“What is a knight without a sword? This isn’t a riddle, by the way; this is a serious point. A knight without a sword is just a bloke clattering around a castle in cumbersome armour, sounding like a looped recording of a drunk trying to climb out of a builder’s skip full of venetian blinds. He may as well cart a plinth around the bailey all day, wowing children with a human statue routine, while occasionally retreating to the garderobe to daydream forlornly of battles he will never fight and quests he will never embark upon!”

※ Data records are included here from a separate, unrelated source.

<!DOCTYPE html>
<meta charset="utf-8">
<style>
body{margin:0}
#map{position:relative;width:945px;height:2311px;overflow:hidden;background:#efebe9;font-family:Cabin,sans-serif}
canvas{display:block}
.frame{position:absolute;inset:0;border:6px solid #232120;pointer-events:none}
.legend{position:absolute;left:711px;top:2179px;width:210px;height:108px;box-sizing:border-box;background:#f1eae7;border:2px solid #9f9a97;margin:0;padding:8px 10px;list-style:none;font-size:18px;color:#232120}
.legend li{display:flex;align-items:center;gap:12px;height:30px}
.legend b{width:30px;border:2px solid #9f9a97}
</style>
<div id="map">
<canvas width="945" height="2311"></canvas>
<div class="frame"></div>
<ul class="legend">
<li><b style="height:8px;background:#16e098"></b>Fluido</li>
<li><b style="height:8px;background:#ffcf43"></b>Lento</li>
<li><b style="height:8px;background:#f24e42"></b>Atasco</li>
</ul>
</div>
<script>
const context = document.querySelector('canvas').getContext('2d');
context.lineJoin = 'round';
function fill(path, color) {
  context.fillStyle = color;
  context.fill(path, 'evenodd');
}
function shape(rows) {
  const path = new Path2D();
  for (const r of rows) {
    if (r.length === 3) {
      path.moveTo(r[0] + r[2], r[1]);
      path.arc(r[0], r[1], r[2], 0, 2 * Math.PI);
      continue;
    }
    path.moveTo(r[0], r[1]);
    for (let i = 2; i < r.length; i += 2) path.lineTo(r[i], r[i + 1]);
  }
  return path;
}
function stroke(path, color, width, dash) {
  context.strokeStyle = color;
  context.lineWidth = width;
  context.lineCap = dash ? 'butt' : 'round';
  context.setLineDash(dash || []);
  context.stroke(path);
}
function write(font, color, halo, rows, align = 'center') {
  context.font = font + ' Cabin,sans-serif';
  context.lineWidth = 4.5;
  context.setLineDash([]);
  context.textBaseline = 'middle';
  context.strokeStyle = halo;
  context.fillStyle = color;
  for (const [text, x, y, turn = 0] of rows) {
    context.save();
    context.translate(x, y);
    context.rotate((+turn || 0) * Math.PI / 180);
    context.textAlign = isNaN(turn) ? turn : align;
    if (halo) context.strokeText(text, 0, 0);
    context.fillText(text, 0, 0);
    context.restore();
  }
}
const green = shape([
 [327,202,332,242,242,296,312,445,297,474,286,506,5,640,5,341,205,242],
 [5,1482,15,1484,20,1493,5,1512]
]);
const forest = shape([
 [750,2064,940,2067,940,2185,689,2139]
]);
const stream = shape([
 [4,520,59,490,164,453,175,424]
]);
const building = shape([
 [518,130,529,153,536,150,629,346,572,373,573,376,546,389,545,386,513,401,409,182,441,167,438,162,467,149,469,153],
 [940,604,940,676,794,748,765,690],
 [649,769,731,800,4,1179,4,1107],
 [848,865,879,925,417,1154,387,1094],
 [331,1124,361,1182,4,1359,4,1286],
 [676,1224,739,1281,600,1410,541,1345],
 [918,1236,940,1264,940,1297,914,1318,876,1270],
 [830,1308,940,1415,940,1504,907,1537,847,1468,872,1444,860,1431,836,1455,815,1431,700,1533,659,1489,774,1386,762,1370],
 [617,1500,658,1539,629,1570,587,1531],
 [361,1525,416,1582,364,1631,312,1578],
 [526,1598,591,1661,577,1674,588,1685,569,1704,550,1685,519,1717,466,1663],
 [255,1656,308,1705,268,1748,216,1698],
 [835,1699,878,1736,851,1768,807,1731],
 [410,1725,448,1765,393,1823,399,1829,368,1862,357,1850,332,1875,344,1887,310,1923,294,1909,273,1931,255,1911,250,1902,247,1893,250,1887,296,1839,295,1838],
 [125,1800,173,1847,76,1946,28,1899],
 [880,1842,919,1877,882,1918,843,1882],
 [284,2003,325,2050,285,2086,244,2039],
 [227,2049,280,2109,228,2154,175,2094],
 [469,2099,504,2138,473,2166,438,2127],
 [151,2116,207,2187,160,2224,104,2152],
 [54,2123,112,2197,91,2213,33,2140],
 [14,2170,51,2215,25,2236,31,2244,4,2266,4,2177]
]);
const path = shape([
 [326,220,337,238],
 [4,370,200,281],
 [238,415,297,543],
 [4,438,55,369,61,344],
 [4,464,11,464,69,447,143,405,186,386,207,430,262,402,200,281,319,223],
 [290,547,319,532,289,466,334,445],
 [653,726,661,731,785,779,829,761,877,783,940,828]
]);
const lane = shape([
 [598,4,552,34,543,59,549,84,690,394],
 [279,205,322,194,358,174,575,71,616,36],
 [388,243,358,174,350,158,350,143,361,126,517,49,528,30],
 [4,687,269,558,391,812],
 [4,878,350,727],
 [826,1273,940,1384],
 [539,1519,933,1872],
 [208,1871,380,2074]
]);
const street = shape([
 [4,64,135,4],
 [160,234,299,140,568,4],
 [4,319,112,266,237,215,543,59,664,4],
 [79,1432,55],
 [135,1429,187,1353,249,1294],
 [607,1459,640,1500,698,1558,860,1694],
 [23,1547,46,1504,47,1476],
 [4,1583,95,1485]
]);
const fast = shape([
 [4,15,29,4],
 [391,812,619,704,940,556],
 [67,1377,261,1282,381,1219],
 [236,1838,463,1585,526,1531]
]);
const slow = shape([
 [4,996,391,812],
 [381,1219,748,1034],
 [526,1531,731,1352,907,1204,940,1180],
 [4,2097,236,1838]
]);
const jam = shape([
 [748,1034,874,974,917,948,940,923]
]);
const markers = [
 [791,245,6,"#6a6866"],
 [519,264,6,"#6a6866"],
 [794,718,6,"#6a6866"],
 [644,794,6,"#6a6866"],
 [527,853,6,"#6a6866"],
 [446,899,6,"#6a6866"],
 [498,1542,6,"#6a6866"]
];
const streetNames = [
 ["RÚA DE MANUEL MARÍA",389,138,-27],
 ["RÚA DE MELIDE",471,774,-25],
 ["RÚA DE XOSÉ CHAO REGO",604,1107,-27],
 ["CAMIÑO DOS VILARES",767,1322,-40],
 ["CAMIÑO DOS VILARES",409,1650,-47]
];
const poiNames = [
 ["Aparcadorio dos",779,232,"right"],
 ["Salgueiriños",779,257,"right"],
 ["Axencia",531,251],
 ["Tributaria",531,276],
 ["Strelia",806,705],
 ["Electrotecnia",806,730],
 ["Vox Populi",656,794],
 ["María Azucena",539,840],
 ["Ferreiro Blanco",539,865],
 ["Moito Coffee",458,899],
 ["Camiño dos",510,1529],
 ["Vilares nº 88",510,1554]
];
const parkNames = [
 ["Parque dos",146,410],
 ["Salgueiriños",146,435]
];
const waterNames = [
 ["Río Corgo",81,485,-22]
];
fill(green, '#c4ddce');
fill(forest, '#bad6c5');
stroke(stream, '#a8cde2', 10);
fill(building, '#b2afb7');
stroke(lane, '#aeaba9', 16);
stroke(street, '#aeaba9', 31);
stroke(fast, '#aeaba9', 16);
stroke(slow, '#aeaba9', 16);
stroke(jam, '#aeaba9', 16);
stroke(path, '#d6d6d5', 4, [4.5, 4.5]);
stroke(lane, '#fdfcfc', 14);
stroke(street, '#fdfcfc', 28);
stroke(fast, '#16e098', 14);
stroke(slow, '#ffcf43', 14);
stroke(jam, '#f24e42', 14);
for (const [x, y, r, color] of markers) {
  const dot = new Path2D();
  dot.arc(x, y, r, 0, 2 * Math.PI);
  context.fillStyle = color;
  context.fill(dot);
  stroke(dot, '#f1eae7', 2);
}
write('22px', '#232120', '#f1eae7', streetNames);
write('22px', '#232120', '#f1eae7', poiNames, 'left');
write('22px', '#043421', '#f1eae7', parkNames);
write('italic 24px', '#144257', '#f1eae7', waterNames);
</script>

At this point, a hand rests gently on my shoulder and I’m helped back into my seat. “We’re just doing a round of introductions first,” says the group leader, as everyone in the healing circle looks on sympathetically at my puce, irate face. I quietly apologise to the group and return a lady’s umbrella, which I’d rudely snatched and held aloft.
“My name’s Andy…and I’ve become unhealthily obsessed with my son’s Playmobil knights toys.”
And so begins my imagined first day in therapy.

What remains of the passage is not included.